Searchable abstracts of presentations at key conferences in endocrinology
Endocrine Abstracts (2008) 16 P799

1Faculty of Medicine and University Hospital Hradec Kralove, Charles University Prague, Hradec Kralove, Czech Republic; 21st Medical Faculty and General University Hospital Prague, Charles University Prague, Prague, Czech Republic.

In 162 patients with end-stage renal disease (ESRD), 112 on maintenance haemodialysis (HD) and 50 on continuous ambulatory peritoneal dialysis (CAPD), thyroid status was evaluated: thyrotropin (TSH, IRMA, normal range 0.15–5 mU/l), total thyroxine (TT4, RIA, 70–140 nmol/l), free thyroxine (FT4, RIA, 11–25 pmol/l), total triiodothyronine (TT3, RIA, 1–3 nmol/l), free thyroxine (FT3, RIA, 2.5–5.8 pmol/l); in 113 patients (63+50) also reverse T3 (RT3, RIA, 0.14–0.54 nmol/l) was assayed. None of the patients had previously been treated for or suspected of a thyroid dysfunction.

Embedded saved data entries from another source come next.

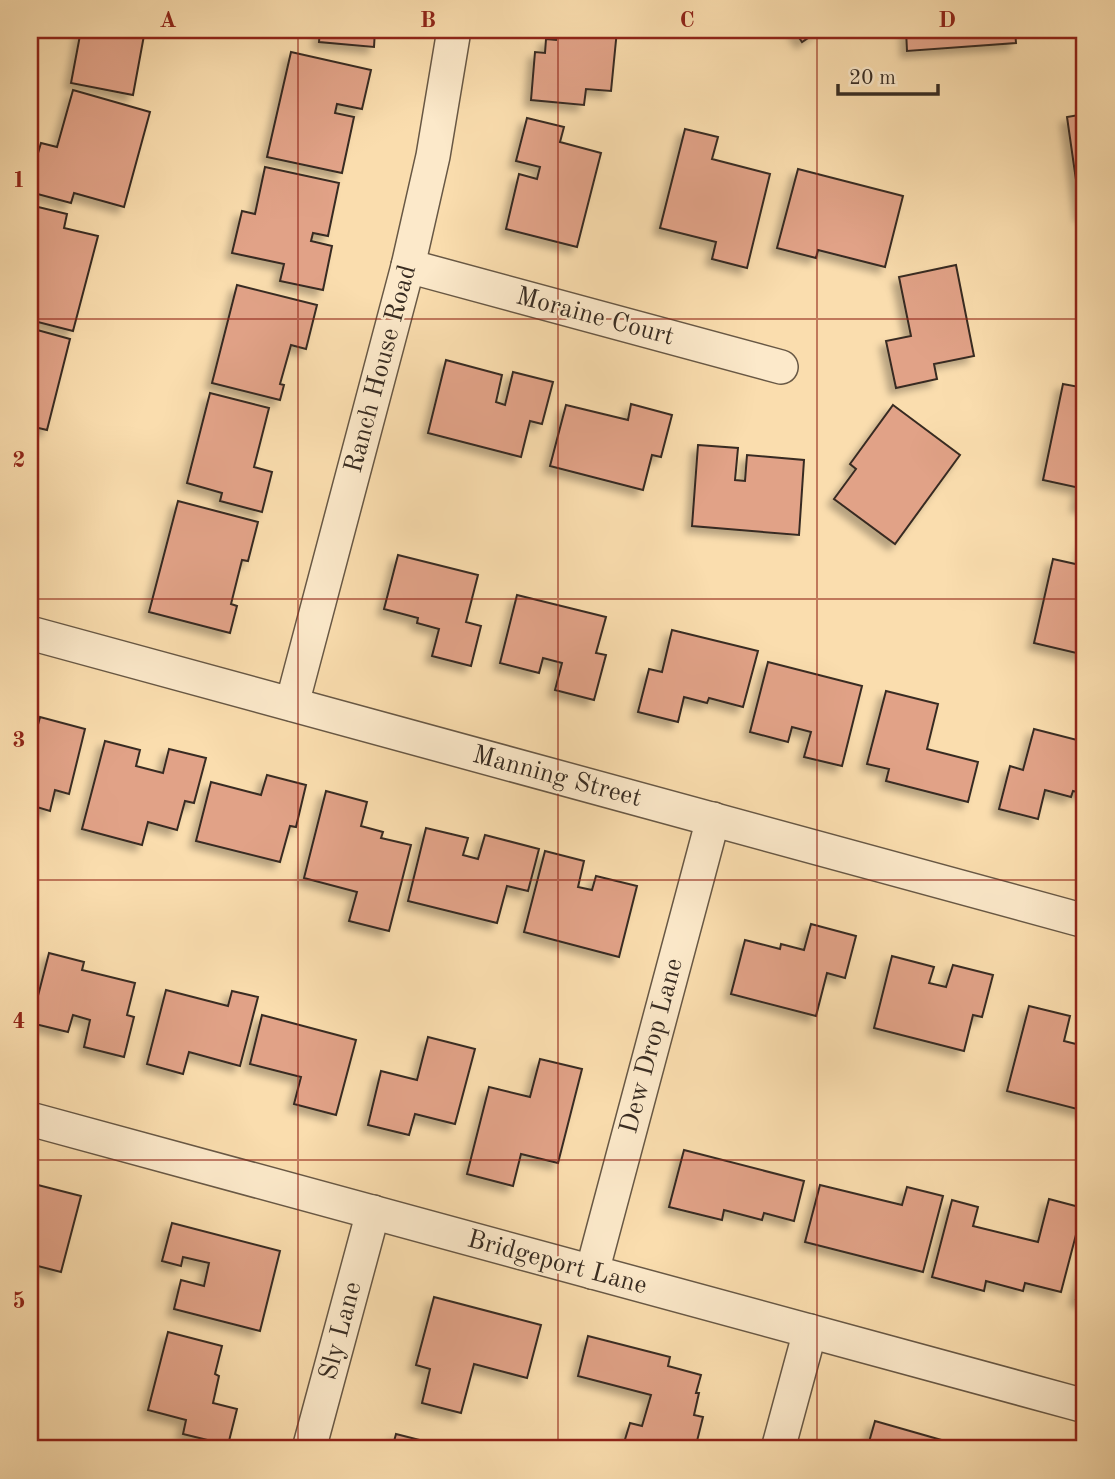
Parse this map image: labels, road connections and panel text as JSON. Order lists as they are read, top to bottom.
{
  "streets": {
    "street": [
      "Moraine Court",
      "Ranch House Road",
      "Manning Street",
      "Dew Drop Lane",
      "Bridgeport Lane",
      "Sly Lane"
    ]
  },
  "crossings": [
    ["Moraine Court", "Ranch House Road"],
    ["Ranch House Road", "Manning Street"],
    ["Manning Street", "Dew Drop Lane"],
    ["Dew Drop Lane", "Bridgeport Lane"],
    ["Bridgeport Lane", "Sly Lane"]
  ],
  "scale_bar": "20 m",
  "grid": {
    "columns": [
      "A",
      "B",
      "C",
      "D"
    ],
    "rows": [
      "1",
      "2",
      "3",
      "4",
      "5"
    ]
  }
}
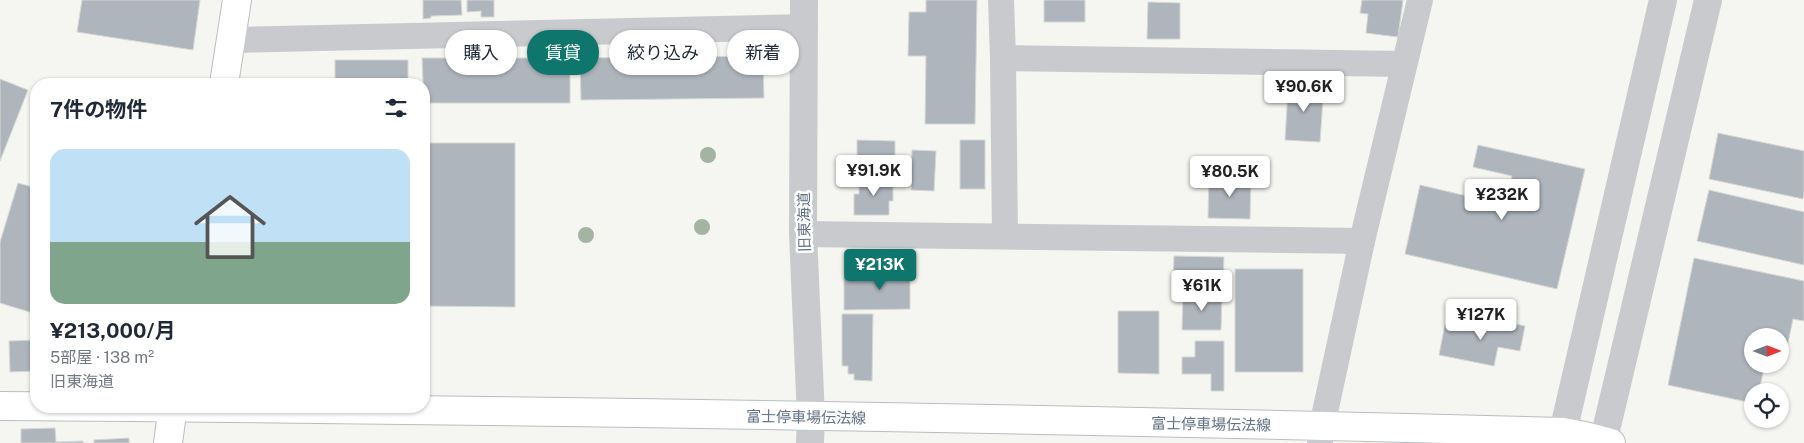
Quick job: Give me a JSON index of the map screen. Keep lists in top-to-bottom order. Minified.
{"streets":{"main road":["富士停車場伝法線"],"street":["旧東海道"]},"crossings":[["旧東海道","富士停車場伝法線"]],"north":"right","page":{"chip":["購入","賃貸","絞り込み","新着"],"price":["¥90.6K","¥91.9K","¥80.5K","¥232K","¥213K","¥61K","¥127K"],"heading":"7件の物件","list":[{"name":"¥213,000/月","note":"5部屋 · 138 m² · 旧東海道"}]}}
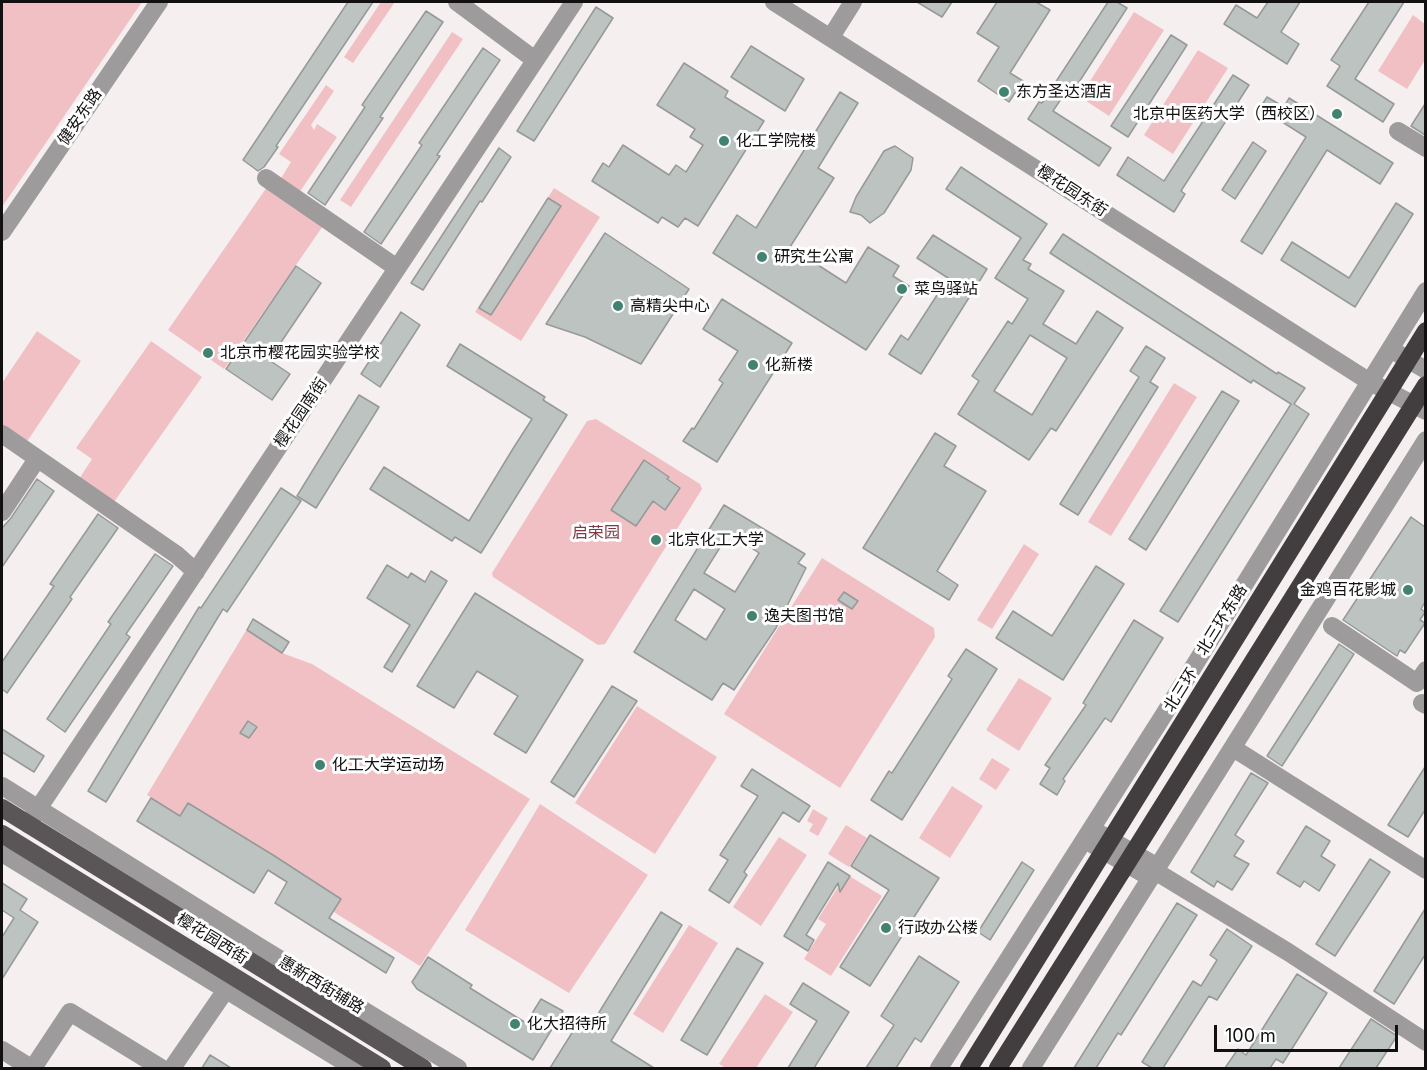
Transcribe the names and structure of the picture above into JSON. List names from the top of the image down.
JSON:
{
  "streets": {
    "highway": ["北三环"],
    "main road": ["樱花园西街"],
    "street": [
      "健安东路",
      "樱花园东街",
      "樱花园南街",
      "北三环东路",
      "惠新西街辅路"
    ]
  },
  "crossings": [
    ["樱花园东街", "北三环东路"],
    ["樱花园南街", "樱花园西街"],
    ["樱花园南街", "惠新西街辅路"]
  ],
  "parks": ["启荣园"],
  "places": [
    "东方圣达酒店",
    "北京中医药大学（西校区）",
    "化工学院楼",
    "研究生公寓",
    "菜鸟驿站",
    "高精尖中心",
    "北京市樱花园实验学校",
    "化新楼",
    "北京化工大学",
    "金鸡百花影城",
    "逸夫图书馆",
    "化工大学运动场",
    "行政办公楼",
    "化大招待所"
  ],
  "scale_bar": "100 m"
}
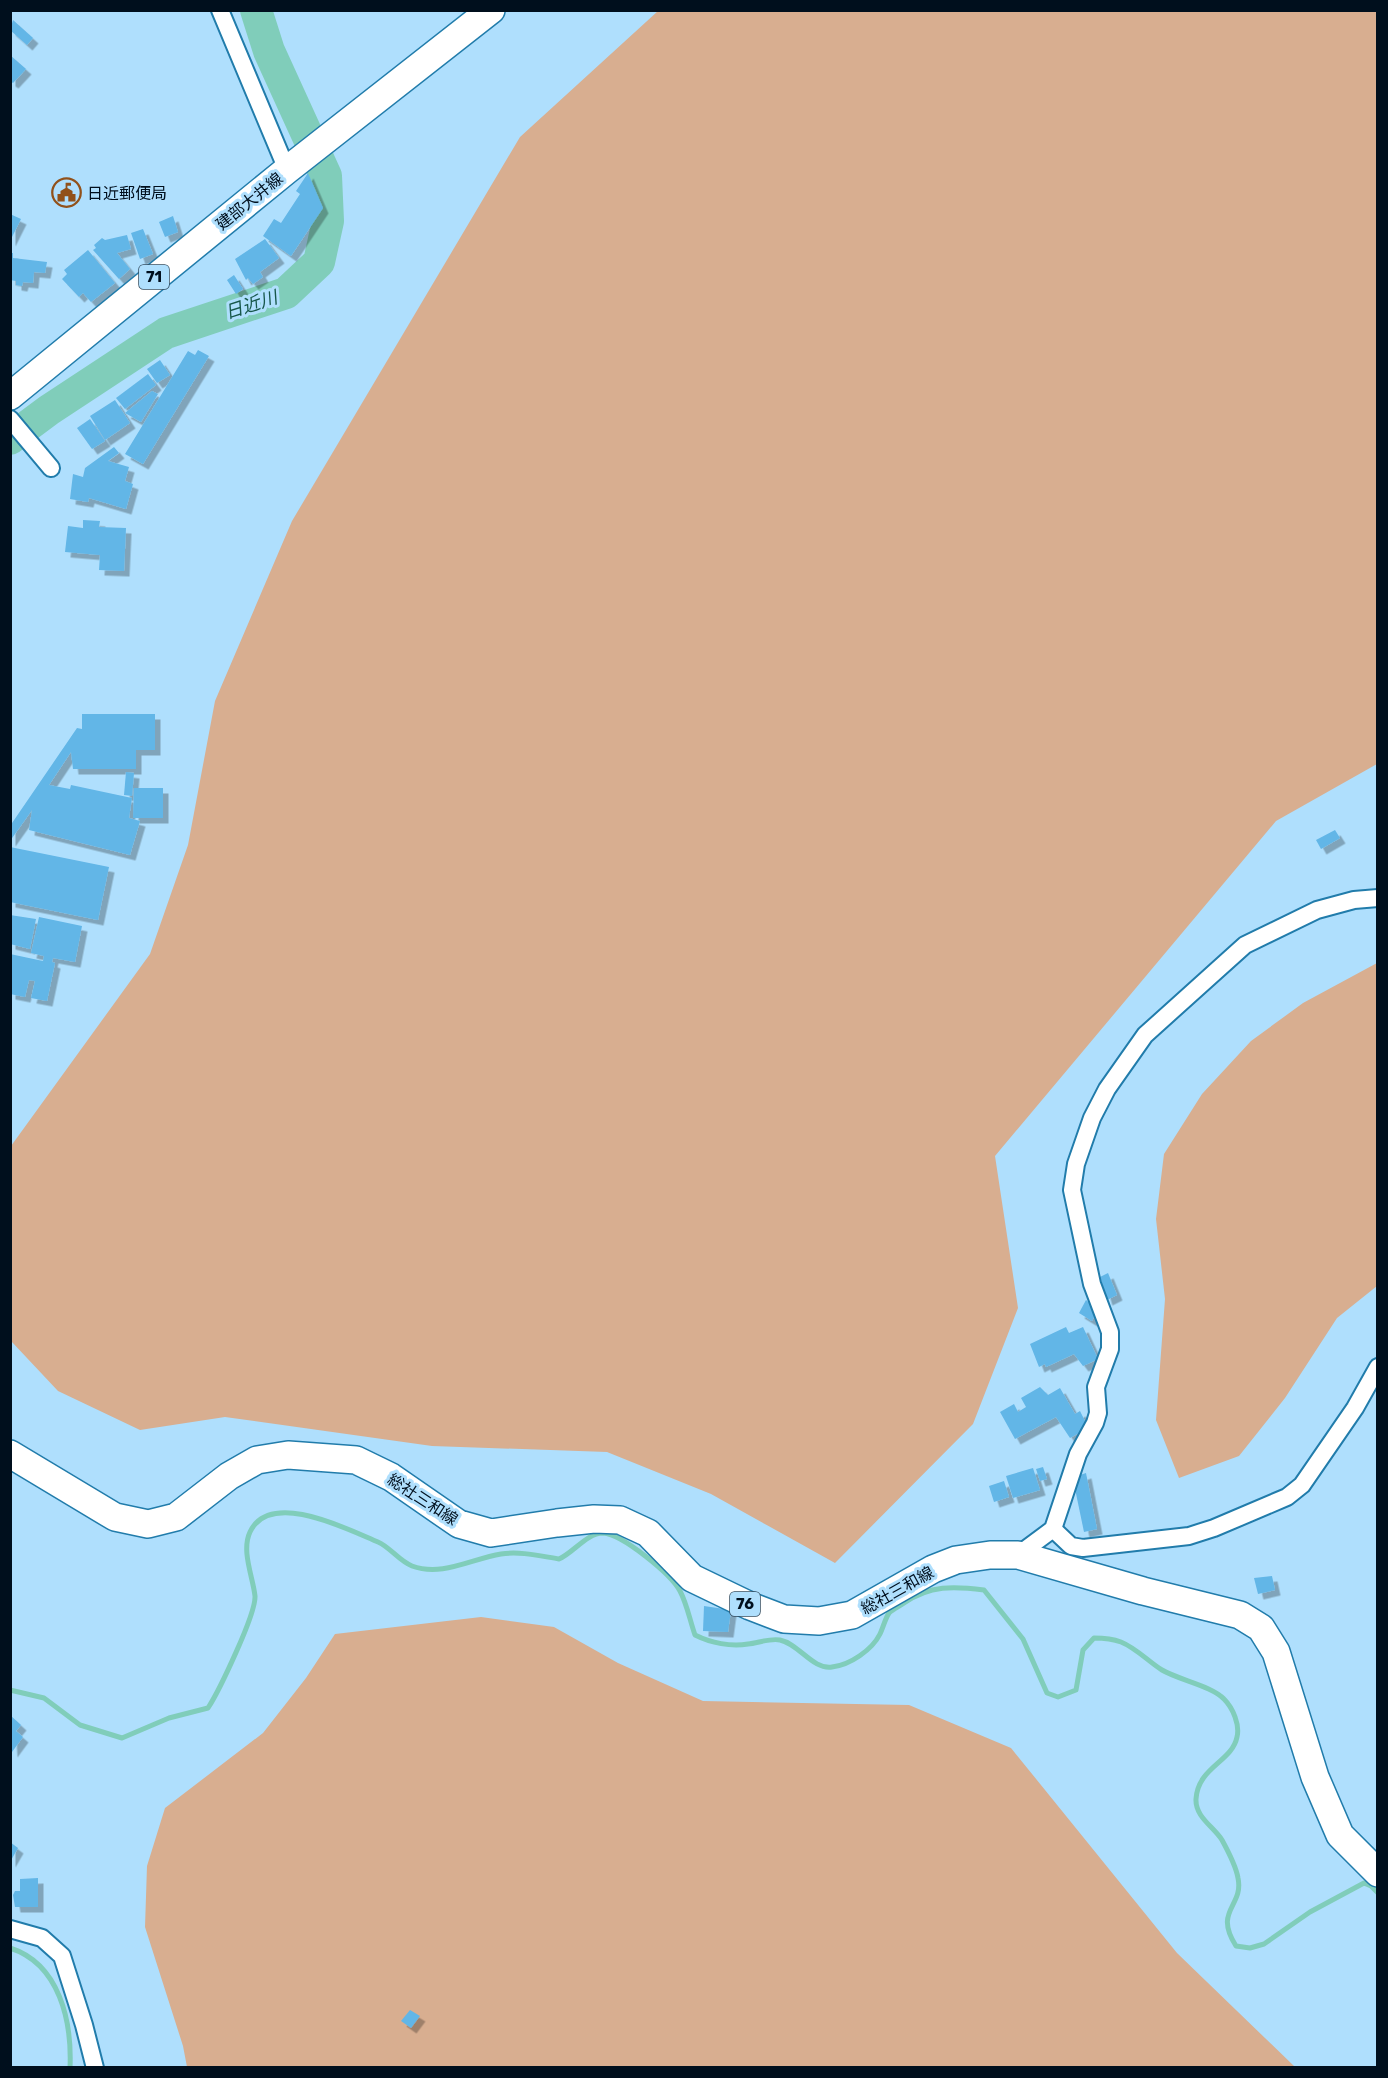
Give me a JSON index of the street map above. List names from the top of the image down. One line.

Among HD patients, 11.6% had higher TSH, 38.4% lower TT4, 56.3% lower FT4, 21.4% lower TT3, 19.6% lower FT3, and 17.5% higher RT3 than the respective normal range. In CAPD patients, the corresponding values were 20, 8, 62, 16, 10, and 4%. There was a significant difference between HD and CAPD groups in TSH (medians 2.07 and 3.12, respectively, P<0.001, Mann–Whitney), in TT4 (77.5 and 107.3, P<0.001), in FT3 (3.17 and 3.82, P=0.019), and in RT3 (0.34 and 0.28, P=0.004). Both in HD and CAPD patients there were highly significant correlations (all P<0.001) between TT4 and FT4 (Spearman rho 0.658 and 0.674, in HD and CAPD respectively), and between TT4 and TT3 (0.355 and 0.526). Less expectedly, there were also strong correlations between TT4 and RT3 (0.605 and 0.695), and FT4 and RT3 (0.700 and 0.674).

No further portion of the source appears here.